Biochemical and Biophysical Research Communications ( IF 2.5 ) Pub Date : 2023-12-14 , DOI: 10.1016/j.bbrc.2023.149387 Lingyun Wang 1 , Jiangqing Fan 2 , Ting Yang 3 , Jizhong Shen 3 , Lulu Wang 4 , Weihong Ge 1
Peritoneal fibrosis (PF) is particularly common in individuals undergoing peritoneal dialysis (PD). Fibrosis of the parenchymal tissue typically progresses slowly. Therefore, preventing and reducing the advancement of fibrosis is crucial for effective patient treatment. Roxadustat is a hypoxia-inducible factor prolyl hydroxylase inhibitor (HIF–PHI), primarily used to treat and improve renal anemia. Recent studies have found that HIF-1α possesses antioxidant activity and exerts a certain protective effect in ischemic heart disease and spinal cord injury, while it can also delay the progression of pulmonary and renal fibrosis.

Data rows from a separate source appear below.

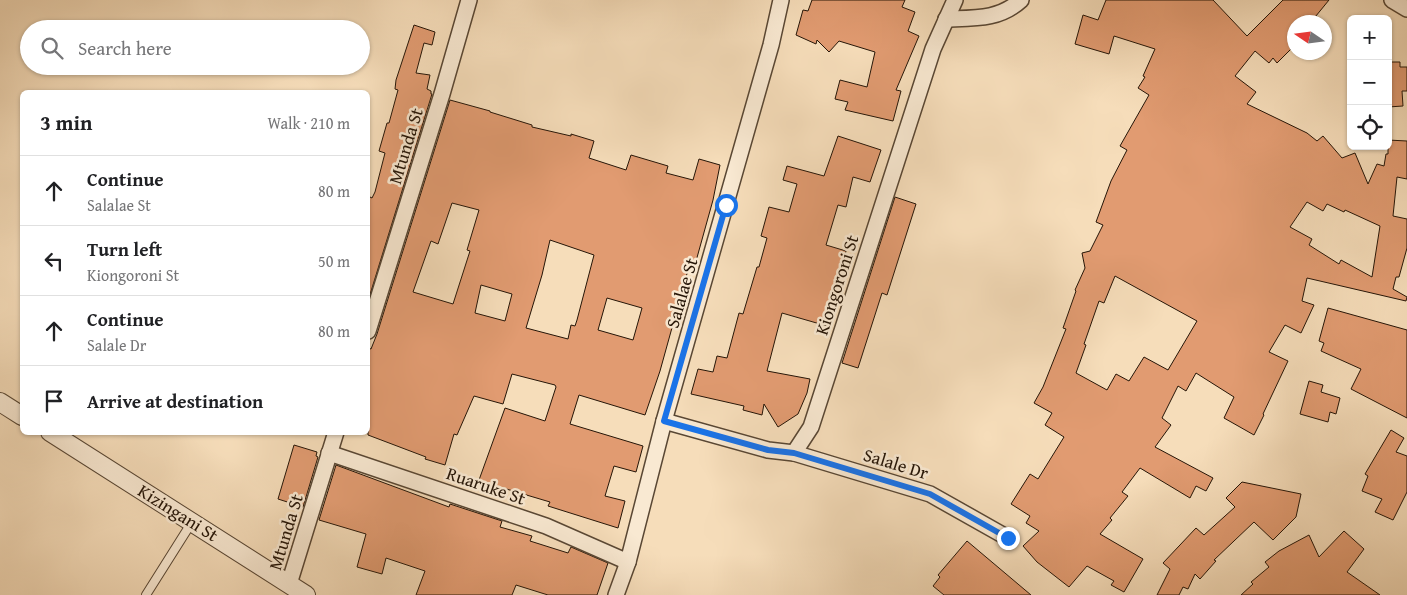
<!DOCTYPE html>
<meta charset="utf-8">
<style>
:root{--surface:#fff;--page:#f2f2f2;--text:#202124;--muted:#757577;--line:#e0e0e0}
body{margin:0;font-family:"Gentium Book Plus",serif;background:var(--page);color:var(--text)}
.controls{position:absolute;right:15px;top:15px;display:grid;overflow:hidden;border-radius:8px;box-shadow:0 1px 4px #0004}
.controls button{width:45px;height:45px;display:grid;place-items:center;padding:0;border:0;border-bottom:1px solid var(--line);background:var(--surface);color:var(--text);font:25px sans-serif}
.compass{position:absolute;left:1287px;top:15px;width:45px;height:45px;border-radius:50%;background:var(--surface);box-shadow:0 1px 4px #0004;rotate:283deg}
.stop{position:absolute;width:15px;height:15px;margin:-11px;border:4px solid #1a73e8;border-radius:50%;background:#fff}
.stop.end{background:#1a73e8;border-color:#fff;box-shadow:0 1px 5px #0008}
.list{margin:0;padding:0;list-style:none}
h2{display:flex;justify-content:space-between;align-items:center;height:65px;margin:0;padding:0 20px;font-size:21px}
h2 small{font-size:16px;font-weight:400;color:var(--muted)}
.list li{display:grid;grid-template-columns:32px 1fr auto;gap:15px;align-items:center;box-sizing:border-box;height:70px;padding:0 20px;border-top:1px solid var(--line)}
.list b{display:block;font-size:19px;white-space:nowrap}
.list p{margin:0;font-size:16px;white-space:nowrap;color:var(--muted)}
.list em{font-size:16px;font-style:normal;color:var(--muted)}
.icon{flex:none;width:28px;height:28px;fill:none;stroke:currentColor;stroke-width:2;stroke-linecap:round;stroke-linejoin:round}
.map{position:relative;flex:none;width:1407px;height:595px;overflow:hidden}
.search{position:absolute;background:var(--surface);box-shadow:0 1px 4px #0004;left:20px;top:20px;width:350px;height:55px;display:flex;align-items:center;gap:12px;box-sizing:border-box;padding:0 18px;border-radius:28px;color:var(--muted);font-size:19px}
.panel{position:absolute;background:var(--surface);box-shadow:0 1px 4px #0004;left:20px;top:90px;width:350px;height:345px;border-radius:8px}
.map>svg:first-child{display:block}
</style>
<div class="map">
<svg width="1407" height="595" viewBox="0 0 1407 595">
<rect width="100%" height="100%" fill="#f6ddba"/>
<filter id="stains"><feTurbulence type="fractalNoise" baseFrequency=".004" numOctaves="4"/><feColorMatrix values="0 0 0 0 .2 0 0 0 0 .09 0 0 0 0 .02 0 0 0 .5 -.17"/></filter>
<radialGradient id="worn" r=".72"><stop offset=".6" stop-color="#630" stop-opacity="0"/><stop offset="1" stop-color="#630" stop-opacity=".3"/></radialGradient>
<g fill="#e19b71" stroke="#251507" fill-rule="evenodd">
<polygon points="812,0 905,0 902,7 915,12 908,31 919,36 896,90 901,91 893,121 845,110 848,102 835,99 840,80 867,87 875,52 839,41 829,52 817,40 816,44 796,35 803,10 808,11"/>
<path d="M 1106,0 L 1213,0 L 1247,36 L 1283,0 L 1329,0 L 1311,22 L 1294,22 L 1294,46 L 1277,63 L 1273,58 L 1269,63 L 1255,51 L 1235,76 L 1256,92 L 1247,104 L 1307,133 L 1317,141 L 1323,136 L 1342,158 L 1355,153 L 1368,184 L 1377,164 L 1384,166 L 1386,154 L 1388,154 L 1388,140 L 1407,141 L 1407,179 L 1397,177 L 1393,216 L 1407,219 L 1407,248 L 1399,277 L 1396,277 L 1393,289 L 1407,297 L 1406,301 L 1307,278 L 1302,301 L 1314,305 L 1301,333 L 1285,325 L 1269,352 L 1288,361 L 1263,414 L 1264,415 L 1254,435 L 1224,418 L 1234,397 L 1196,373 L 1186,391 L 1178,386 L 1162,418 L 1171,425 L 1155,447 L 1213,478 L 1206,491 L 1196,486 L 1190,498 L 1140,468 L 1122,492 L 1128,496 L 1110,518 L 1112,520 L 1100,534 L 1143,559 L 1124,592 L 1111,585 L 1114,581 L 1087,566 L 1069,587 L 1037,562 L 1023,546 L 1039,531 L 1026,523 L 1030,516 L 1011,504 L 1030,474 L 1038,479 L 1064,437 L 1045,425 L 1052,413 L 1034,403 L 1043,387 L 1066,329 L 1063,328 L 1076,291 L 1075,290 L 1085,268 L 1082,253 L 1090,251 L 1103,225 L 1096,222 L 1111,181 L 1127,150 L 1120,146 L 1149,95 L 1138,88 L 1145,77 L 1143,76 L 1155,49 L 1114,36 L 1109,54 L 1075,44 L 1083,15 L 1098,20 ZM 1307,202 L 1323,211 L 1327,204 L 1344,212 L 1345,210 L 1380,226 L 1372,277 L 1341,260 L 1339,264 L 1309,245 L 1312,239 L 1290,227 ZM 1115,276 L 1197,321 L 1168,370 L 1144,357 L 1129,381 L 1116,374 L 1107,390 L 1076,373 L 1086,345 L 1084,344 L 1099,301 L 1104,303 Z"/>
<polygon points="414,25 435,32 432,45 424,43 416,73 430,75 427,89 431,91 431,94 432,94 368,301 368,196 372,198 375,192 385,153 379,151 387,123 389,123 398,90 395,89 396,80"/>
<polygon points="1388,62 1400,62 1400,67 1407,67 1407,91 1402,91 1403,106 1388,107"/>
<path d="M 450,100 L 490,111 L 490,112 L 532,125 L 532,127 L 571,136 L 571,134 L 594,141 L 589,158 L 626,170 L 631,155 L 668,166 L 666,173 L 693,180 L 699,159 L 720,165 L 713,200 L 693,272 L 688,270 L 660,371 L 645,415 L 579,395 L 570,424 L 643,446 L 636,472 L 614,466 L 605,496 L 625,501 L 618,528 L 548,506 L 550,502 L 503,488 L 502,489 L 479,480 L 505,408 L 545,421 L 556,387 L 555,385 L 512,374 L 503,404 L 474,396 L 457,435 L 454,434 L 445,465 L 425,459 L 426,457 L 368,435 L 368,348 L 371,349 L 377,334 ZM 452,203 L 479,210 L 467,250 L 470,251 L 453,304 L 413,292 L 431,241 L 438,244 ZM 550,240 L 594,255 L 577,320 L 575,326 L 571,325 L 568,339 L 526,328 L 542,275 ZM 481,285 L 512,294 L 505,321 L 475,313 ZM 607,298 L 642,308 L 633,340 L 598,330 Z"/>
<polygon points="838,136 881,150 870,182 853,177 846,207 838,205 826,245 846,251 827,326 782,313 767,371 810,379 807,393 798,414 778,427 764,404 762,415 743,410 744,406 691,394 698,369 713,372 717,356 727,358 739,313 743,314 757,267 759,267 767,238 761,236 769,207 789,212 797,184 783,180 787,166 824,176"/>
<polygon points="895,197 916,204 887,295 882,293 858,368 842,363"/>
<polygon points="1328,308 1407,330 1407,418 1351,389 1361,369 1321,351 1324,343 1319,341"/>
<polygon points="1309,381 1323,385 1321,392 1340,398 1336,414 1330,412 1328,422 1300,414"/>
<polygon points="1391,430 1404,438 1396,452 1407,456 1407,492 1393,520 1375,512 1382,499 1362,491 1368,476 1365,474"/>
<polygon points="294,445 317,452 316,456 318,457 303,507 278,499"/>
<polygon points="336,465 449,507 450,504 502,521 500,527 532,536 530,541 568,553 571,547 608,563 597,595 548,595 516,585 512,595 416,595 425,571 386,558 382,574 357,567 366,534 319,520"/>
<polygon points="1242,482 1301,494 1296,517 1273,540 1254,522 1214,560 1216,561 1200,579 1195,574 1188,589 1183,587 1179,595 1157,595 1170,569 1163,563 1196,528 1204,535 1235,507 1226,498"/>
<polygon points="1344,531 1364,549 1347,572 1380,595 1241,595 1253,584 1251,582 1269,567 1265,562 1279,551 1309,535 1319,557"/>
<polygon points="967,541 1031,595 944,595 933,586 940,577 938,575"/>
</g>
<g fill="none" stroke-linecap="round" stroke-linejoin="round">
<g stroke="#594734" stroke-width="10">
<polyline id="service" points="146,595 192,522"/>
</g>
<g stroke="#594734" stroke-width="18">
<g id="minor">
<polyline points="1392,0 1407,9"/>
<path d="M 946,19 C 975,18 999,20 1021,0"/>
<polyline points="368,331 442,94 469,0"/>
<polyline points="664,421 768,450 794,453 811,427 933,49 955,0"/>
<polyline points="329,453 546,526 628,562"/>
<polyline points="794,453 930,494 1008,538"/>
<polyline points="289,584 336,432"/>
<polyline points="616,595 628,562 664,421 771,45 781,0"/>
</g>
</g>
<g stroke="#594734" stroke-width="20">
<g id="tertiary">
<polyline points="0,402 22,416"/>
<polyline points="50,432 306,595"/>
</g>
</g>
<use href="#service" stroke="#f9e9d2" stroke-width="8"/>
<use href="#minor" stroke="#f9e9d2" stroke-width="15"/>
<use href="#tertiary" stroke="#f9e9d2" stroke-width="18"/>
</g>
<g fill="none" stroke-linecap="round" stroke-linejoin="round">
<polyline stroke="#1a73e8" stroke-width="6" points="726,205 664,421 768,450 794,453 930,494 1008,538"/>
</g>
<g text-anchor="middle" stroke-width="5" stroke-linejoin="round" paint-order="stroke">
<g font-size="18" fill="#251507" stroke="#f9e9d2">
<text transform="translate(406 146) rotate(-73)" y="6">Mtunda St</text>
<text transform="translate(837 285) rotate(-72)" y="6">Kiongoroni St</text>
<text transform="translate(682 293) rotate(-74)" y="6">Salalae St</text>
<text transform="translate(896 464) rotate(17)" y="6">Salale Dr</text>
<text transform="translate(486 486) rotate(19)" y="6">Ruaruke St</text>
<text transform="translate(178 513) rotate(32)" y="6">Kizingani St</text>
<text transform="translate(286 532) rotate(-73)" y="6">Mtunda St</text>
</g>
</g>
<rect width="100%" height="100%" filter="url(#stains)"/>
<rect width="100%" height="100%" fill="url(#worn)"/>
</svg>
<div class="controls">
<button>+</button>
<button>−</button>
<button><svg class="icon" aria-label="locate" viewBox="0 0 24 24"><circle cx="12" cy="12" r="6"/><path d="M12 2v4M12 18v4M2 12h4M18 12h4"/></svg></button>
</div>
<svg class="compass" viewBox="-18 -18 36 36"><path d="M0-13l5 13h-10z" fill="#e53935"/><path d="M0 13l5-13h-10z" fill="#757577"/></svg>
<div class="stop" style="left:726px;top:205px"></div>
<div class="stop end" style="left:1008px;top:538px"></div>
<div class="search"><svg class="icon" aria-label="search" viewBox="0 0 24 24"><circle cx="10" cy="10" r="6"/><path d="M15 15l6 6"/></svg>Search here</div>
<section class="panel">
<h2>3 min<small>Walk · 210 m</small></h2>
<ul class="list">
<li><svg class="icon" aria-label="ahead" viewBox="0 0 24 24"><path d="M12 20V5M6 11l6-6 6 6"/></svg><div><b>Continue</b><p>Salalae St</p></div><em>80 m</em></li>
<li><svg class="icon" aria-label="left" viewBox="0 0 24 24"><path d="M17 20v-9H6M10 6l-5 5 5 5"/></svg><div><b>Turn left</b><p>Kiongoroni St</p></div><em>50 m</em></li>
<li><svg class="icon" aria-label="ahead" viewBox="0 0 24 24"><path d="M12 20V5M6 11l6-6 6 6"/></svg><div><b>Continue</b><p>Salale Dr</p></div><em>80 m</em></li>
<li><svg class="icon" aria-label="arrive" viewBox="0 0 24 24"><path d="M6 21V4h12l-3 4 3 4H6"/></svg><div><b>Arrive at destination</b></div></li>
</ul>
</section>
</div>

This study establishes the mice model through intraperitoneal injection of 4.25 % peritoneal dialysate fluid (PDF) and explores the therapeutic effects of Roxadustat by inducing TGF-β1-mediated endothelial-mesenchymal transition (EMT) in Met-5A cells. The aim is to investigate the protective role and mechanisms of Roxadustat against PD-related PF. We observed thicker peritoneal tissue and reduced permeability in animals with PD-related PF samples. This was accompanied by heightened inflammation, which Roxadustat alleviated by lowering the levels of inflammatory cytokines (IL-6, TNF-α). Furthermore, Roxadustat inhibited EMT in PF mice and TGF-β1-treated Met-5A cells, as evidenced by decreased expression of fibrotic markers, such as fibronectin, collagen I, and α-SMA, alongside an elevation in the expression of the epithelial marker, E-cadherin. Roxadustat also significantly decreased the expression of TGF-β1 and the phosphorylation of P-smad2 and P-smad3. In conclusion, Roxadustat ameliorates peritoneal fibrosis through the TGF-β/Smad pathway.
中文翻译:
基于TGF-β/smad通路探讨罗沙司他对腹膜纤维化的治疗作用及机制
腹膜纤维化(PF)在接受腹膜透析(PD)的个体中尤其常见。实质组织的纤维化通常进展缓慢。因此,预防和减少纤维化的进展对于有效的患者治疗至关重要。 Roxadustat 是一种缺氧诱导因子脯氨酰羟化酶抑制剂 (HIF-PHI),主要用于治疗和改善肾性贫血。近年来研究发现HIF-1α具有抗氧化活性,对缺血性心脏病和脊髓损伤具有一定的保护作用,同时还能延缓肺纤维化和肾纤维化的进展。本研究通过腹腔注射4.25%腹膜透析液(PDF)建立小鼠模型,并探讨Roxadustat通过诱导Met-5A细胞中TGF-β1介导的内皮间质转化(EMT)的治疗作用。目的是研究 Roxadustat 对 PD 相关 PF 的保护作用和机制。我们观察到,使用 PD 相关 PF 样本的动物腹膜组织变厚,渗透性降低。伴随着炎症加剧,Roxadustat 通过降低炎症细胞因子(IL-6、TNF-α)水平来缓解炎症。此外,Roxadustat 抑制 PF 小鼠和 TGF-β1 处理的 Met-5A 细胞中的 EMT,纤维化标记物(如纤连蛋白、胶原蛋白 I 和 α-SMA)表达减少,同时上皮标记物表达升高证明了这一点。 , E-钙粘蛋白。 Roxadustat 还显着降低 TGF-β1 的表达以及 P-smad2 和 P-smad3 的磷酸化。总之,Roxadustat 通过 TGF-β/Smad 途径改善腹膜纤维化。